A fuoco ettari di verde nelle colline che sovrastano Belmonte Castello. L'incendio, partito domenica e per il quale si è reso necessario l'intervento di un Canadair che ha sorvolato l'area per ore, è ripartito ieri pomeriggio. A evidenziare la criticità della situazione Edoardo Grossi, noto ambientalista in campo da anni nel territorio. «Proprio nei giorni scorsi avevo scritto al ministro Sergio Costa, di puntare sulla prevenzione, far pattugliare le zone a rischio incendi, se numericamente i carabinieri forestali sono insufficienti, di avvalersi dei volontari ambientalisti e dell'esercito - spiega in un post Edoardo Grossi - Costerebbe meno fare prevenzione sul tutto il territorio nazionale che alcuni voli di Canadair ed elicotteri vari».

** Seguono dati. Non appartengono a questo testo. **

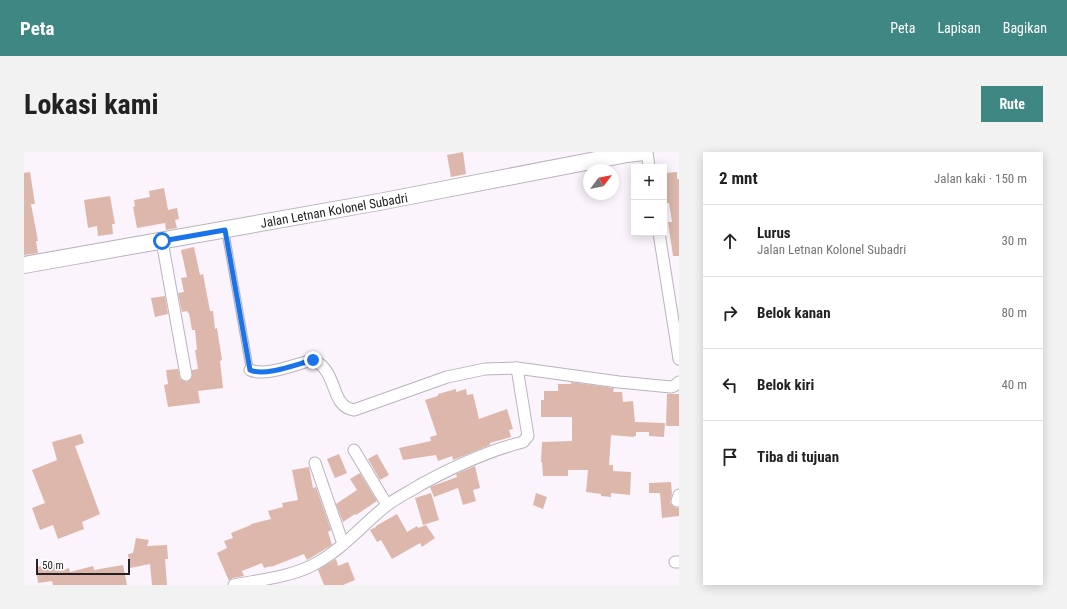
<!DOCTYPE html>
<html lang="id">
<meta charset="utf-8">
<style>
:root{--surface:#fff;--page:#f2f2f2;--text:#222;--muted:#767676;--line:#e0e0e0;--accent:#3f8782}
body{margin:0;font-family:"Roboto Condensed",sans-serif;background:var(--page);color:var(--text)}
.controls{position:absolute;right:12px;top:12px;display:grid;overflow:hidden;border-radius:0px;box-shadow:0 2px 10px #0003}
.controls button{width:36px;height:36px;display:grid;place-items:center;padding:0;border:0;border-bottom:1px solid var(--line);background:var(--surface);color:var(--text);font:20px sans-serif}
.compass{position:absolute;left:559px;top:12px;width:36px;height:36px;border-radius:50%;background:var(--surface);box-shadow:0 2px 10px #0003;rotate:58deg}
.scale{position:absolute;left:12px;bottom:10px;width:94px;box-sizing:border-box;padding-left:4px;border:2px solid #242124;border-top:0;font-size:11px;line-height:14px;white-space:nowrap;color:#242124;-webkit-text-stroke:3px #fff;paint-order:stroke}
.stop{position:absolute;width:12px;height:12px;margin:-9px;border:3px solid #1a73e8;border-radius:50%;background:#fff}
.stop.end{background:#1a73e8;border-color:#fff;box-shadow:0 1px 4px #0008}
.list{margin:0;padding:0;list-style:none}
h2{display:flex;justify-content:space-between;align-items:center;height:52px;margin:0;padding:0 16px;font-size:17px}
h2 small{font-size:13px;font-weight:400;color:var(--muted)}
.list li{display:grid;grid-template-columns:26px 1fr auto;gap:12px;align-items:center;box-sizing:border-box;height:72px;padding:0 16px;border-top:1px solid var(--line)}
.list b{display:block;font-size:15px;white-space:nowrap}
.list p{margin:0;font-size:13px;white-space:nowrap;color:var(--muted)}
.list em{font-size:13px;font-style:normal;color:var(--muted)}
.icon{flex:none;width:22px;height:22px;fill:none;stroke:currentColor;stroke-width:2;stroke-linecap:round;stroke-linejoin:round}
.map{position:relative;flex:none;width:655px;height:433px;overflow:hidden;border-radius:0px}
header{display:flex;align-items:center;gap:24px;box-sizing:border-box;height:56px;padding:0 20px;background:var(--accent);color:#fff}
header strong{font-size:19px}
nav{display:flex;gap:22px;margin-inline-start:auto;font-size:14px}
.intro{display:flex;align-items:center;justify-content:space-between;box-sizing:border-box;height:96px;padding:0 24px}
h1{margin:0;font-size:28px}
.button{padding:10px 18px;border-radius:0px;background:var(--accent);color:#fff;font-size:14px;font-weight:700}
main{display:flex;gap:24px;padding:0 24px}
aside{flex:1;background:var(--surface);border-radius:0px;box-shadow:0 2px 10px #0003}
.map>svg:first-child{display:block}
.building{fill:#ddb7ab}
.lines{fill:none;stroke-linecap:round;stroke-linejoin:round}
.service-casing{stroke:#bab3bb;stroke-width:8}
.minor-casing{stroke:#bab3bb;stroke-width:13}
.secondary-casing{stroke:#bab3bb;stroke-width:18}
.service{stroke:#fff;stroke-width:5.5}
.minor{stroke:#fff;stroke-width:11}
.secondary{stroke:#fff;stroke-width:16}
.route{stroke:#1a73e8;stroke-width:5}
.labels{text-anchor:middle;stroke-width:4;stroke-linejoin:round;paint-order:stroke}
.street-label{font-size:13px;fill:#242124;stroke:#fff}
</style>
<header>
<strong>Peta</strong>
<nav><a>Peta</a><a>Lapisan</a><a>Bagikan</a></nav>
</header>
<div class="intro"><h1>Lokasi kami</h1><a class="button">Rute</a></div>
<main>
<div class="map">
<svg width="655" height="433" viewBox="0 0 655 433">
<rect width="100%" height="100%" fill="#fbf4fc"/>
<g class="building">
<polygon points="439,0 442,22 427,25 423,3"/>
<polygon points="6,20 11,52 7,52 14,89 12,89 14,101 0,103 0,21"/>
<polygon points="653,20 653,27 655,27 655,104 649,104 644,70 648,70 645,51 640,52 640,21"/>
<polygon points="140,36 144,58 153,56 155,67 151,68 153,76 142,78 141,71 113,76 109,55 111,54 110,48 126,45 125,39"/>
<polygon points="86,44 91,72 88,72 89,82 74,84 73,74 64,76 60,48"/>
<polygon points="170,95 176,123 179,122 186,159 189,159 191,177 193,176 198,208 196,209 199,236 174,239 176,251 144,255 140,233 144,232 142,218 154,217 156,227 163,230 168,226 168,218 174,217 171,198 173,198 171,178 168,178 165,161 164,161 163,159 158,160 154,141 160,140 157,126 163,125 157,98"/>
<polygon points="141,144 144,162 131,165 127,146"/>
<polygon points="547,230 590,236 589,240 598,240 599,250 609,249 611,270 641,271 640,285 625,284 625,280 612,280 612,284 610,284 610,285 587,283 585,313 589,313 589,319 607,320 606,343 587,341 587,345 577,344 577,342 562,340 564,318 544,318 544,324 519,324 518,310 517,310 518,290 548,289 548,265 517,265 517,248 520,248 520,239 534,239 534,232 547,232"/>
<polygon points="432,237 432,240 442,237 443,243 449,242 455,267 483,257 489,277 485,278 487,285 466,291 466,293 429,308 428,304 414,309 412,303 379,308 375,296 407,289 406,285 413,283 401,248 414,244 414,242"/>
<polygon points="643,242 655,242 655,274 642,274"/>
<polygon points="57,282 60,291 51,294 76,362 58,370 60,377 34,387 29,373 16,378 8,356 21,351 8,318 33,308 28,290"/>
<polygon points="315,302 323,321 311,326 303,307"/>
<polygon points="353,302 365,323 356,328 344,307"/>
<polygon points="451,314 456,336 449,338 452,349 439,353 434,336 410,345 406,335 433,325 432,322"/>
<polygon points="285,315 289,336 292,335 307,378 304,380 308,393 283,408 280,402 247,415 247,414 240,416 238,411 218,419 220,424 209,426 205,429 193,401 203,396 200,389 209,386 207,381 227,373 227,372 247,367 244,359 259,355 258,351 274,348 268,318"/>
<polygon points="336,321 353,349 332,363 331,362 319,370 312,352 333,338 326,327"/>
<polygon points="647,330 648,342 646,351 650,355 655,356 655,364 638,366 636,341 625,341 625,331"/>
<polygon points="407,341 415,368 399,373 391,346"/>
<polygon points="512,341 523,345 519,357 509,353"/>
<polygon points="373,362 383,380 393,374 394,376 402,373 411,386 398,395 396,391 368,407 357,388 353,390 346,378 352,375 352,374"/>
<polygon points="112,386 125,388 123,394 143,393 144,407 141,407 143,433 128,433 126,412 106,416 104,402 109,401"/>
<polygon points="312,407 314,414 324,410 331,428 319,433 300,433 294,418"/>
<polygon points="34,411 36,419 45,416 46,420 69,414 70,418 99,413 103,433 29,433 28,429 14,431 12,415"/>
</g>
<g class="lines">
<g class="service-casing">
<polyline id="service" points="201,78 226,218"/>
</g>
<g class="minor-casing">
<g id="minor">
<polyline points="623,0 625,15"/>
<polyline points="635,81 655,207"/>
<polyline points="138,89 162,223"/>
<path d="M226 218C242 225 272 212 289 208 315 219 305 254 330 258L423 225 461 217 493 216"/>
<polyline points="330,298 363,353"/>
<polyline points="291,311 319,392"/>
<polyline points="653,349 655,343"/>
<polyline points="651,410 655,410"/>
<path d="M210 433C235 428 266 425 289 413 317 399 338 373 362 354 372 346 385 340 396 333 429 315 463 299 499 290L504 284 493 216 595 230 647 235 650 234 655 230"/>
</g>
</g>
<g class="secondary-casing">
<polyline id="secondary" points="0,113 355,50 603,2 620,0"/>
</g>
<use href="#service" class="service"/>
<use href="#minor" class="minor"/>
<use href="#secondary" class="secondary"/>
</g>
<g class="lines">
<path class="route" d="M138 89 201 78 226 218C241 225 273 212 289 208"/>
</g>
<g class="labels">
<g class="street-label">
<text transform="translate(310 58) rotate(-10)" y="5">Jalan Letnan Kolonel Subadri</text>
</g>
</g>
</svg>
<div class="controls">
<button>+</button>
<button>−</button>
</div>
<svg class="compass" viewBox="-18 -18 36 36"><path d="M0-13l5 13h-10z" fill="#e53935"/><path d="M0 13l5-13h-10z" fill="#767676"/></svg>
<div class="scale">50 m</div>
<div class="stop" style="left:138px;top:89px"></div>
<div class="stop end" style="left:289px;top:208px"></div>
</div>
<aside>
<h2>2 mnt<small>Jalan kaki · 150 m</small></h2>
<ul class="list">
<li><svg class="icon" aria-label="ahead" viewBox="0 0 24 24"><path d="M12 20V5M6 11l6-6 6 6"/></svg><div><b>Lurus</b><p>Jalan Letnan Kolonel Subadri</p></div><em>30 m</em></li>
<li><svg class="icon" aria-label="right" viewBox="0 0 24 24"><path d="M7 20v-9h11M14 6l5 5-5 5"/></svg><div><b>Belok kanan</b></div><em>80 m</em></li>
<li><svg class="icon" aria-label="left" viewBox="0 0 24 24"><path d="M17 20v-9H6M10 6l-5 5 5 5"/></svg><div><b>Belok kiri</b></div><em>40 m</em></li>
<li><svg class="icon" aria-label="arrive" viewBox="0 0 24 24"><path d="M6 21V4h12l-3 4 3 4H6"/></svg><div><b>Tiba di tujuan</b></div></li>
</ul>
</aside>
</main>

E domenica le fiamme non sono state domate nonostante ci sia stato per ore l'intervento di un Canadair e di un elicottero della Protezione civile. Ieri mattina l'incendio, che sarebbe potuto essere spento con un nuovo e incisivo intervento, ha ripreso a camminare a devastare altra vegetazione a alberi.
Fiamme nel weekend anche a Piedimonte San Germano, sempre in montagna. 

Numerose le segnalazioni dei residenti, fortunatamente i roghi si sono verificati lontano dalle aree residenziali e abitate, ma i danni causati alla flora e alla fauna sono inestimabili. Nei mesi estivi, ancor più di quelli invernali, sono tanti gli appassionati che si avventurano nei sentieri immersi nel verde delle montagne, alcuni più sprovveduti però non usano le dovute attenzioni. Soprattutto in queste settimane di intensa afa e caldo basta davvero poco a far divampare un incendio. Ma a metterci il carico sono gli incendi dolosi.